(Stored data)
________________________
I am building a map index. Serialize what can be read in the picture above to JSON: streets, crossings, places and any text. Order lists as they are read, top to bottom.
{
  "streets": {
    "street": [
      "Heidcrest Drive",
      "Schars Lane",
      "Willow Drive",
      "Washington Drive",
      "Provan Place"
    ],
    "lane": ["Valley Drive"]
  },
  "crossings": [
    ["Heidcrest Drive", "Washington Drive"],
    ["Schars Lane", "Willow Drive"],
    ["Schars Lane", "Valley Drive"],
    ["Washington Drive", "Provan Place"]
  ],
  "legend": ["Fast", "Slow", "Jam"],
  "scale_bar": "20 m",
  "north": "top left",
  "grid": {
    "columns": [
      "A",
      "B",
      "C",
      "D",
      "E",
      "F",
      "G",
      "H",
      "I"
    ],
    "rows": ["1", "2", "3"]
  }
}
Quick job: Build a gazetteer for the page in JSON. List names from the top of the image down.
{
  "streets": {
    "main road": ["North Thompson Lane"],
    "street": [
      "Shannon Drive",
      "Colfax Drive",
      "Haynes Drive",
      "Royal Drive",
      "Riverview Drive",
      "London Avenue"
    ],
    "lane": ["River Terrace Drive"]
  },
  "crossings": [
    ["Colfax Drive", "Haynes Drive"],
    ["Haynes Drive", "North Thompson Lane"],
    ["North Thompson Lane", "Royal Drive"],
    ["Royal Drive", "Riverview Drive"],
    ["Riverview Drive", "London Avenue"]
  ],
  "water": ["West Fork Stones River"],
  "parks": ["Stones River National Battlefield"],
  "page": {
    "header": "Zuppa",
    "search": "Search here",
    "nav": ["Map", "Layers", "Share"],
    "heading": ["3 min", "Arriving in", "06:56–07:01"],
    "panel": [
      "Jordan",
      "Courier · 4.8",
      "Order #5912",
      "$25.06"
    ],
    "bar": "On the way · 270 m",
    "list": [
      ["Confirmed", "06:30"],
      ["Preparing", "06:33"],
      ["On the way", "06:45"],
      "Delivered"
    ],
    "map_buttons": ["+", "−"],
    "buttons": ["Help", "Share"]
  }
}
________________________
EXERCISE BRIEF: Wherever the word "Share" occurs in the data, copy that whole line.

ANSWER TO THE EXERCISE:
    "nav": ["Map", "Layers", "Share"],
    "buttons": ["Help", "Share"]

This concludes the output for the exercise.